A high-pitched whooping came over the speakers, and Anthony smiled as he listened. The singer was one of the humpbacks that he had imported to this planet, a male called The One with Two Notches on His Starboard Fluke.

Two Notches was one of the brighter whales, and also the most playful. Anthony ordered his computer to translate the humpback speech.

Anthony, I and a place of bad smells have found one another, but this has not deterred our hunger.

The computer played back the message as it displayed the translation, and Anthony could understand more context from the sound of the original speech: that Two Notches was floating in a cold layer beneath the bad smell, and that the bad smell was methane or something like it— humans couldn’t smell methane, but whales could.

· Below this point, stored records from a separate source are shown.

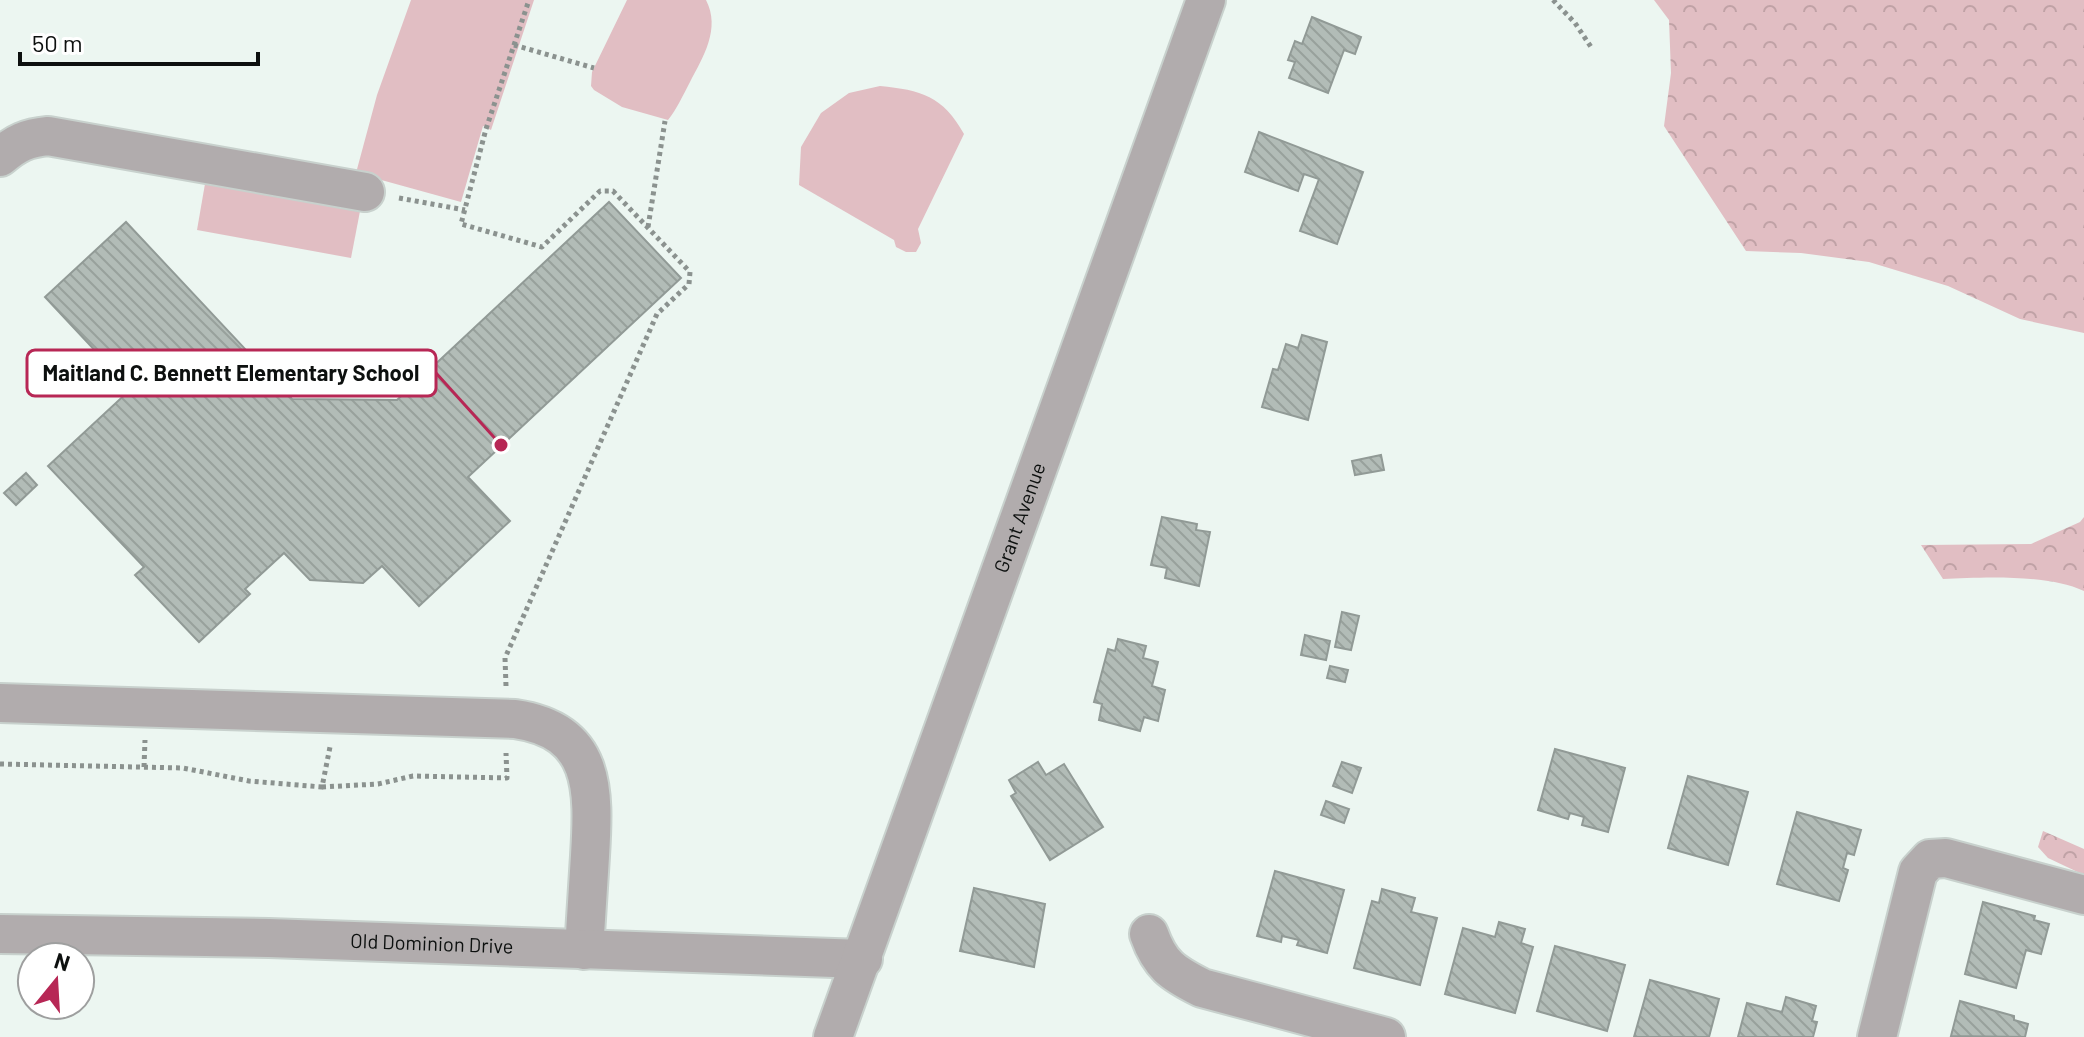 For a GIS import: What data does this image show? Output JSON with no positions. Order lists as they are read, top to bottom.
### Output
{
  "streets": {
    "street": ["Grant Avenue", "Old Dominion Drive"]
  },
  "crossings": [
    ["Grant Avenue", "Old Dominion Drive"]
  ],
  "places": ["Maitland C. Bennett Elementary School"],
  "scale_bar": "50 m",
  "north": "top"
}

The over-literal translation was an aid only, to remind Anthony of idioms he might have forgotten.

Anthony’s name in humpback was actually He Who Has Brought Us to the Sea of Rich Strangeness, but the computer translated it simply. Anthony tapped his reply.

What is it that stinks, Two Notches?

Some kind of horrid jellyfish. Were they and I feeding, they and I would spit one another out. I/they will give them/me a name. I/they will give them a name: they/me are the jellyfish that smell like indigestion.

That is a good name, Two Notches.

I and a small boat discovered each other earlier today. We itched, so we scratched our back on the boat. The humans and I were startled. We had a good laugh together in spite of our hunger.

Meaning that Two Notches had risen under the boat, scratched his back on it, and terrified the passengers witless. Anthony remembered the first time this had happened to him back on Earth, a vast female humpback rising up without warning, one long scalloped fin breaking the water to port, the rest of the whale to starboard, thrashing in cetacean delight as it rubbed itself against a boat half its length. Anthony had clung to the gunwale, horrified by what the whale could do to his boat, but still exhilarated, delighted at the sight of the creature and its glorious joy.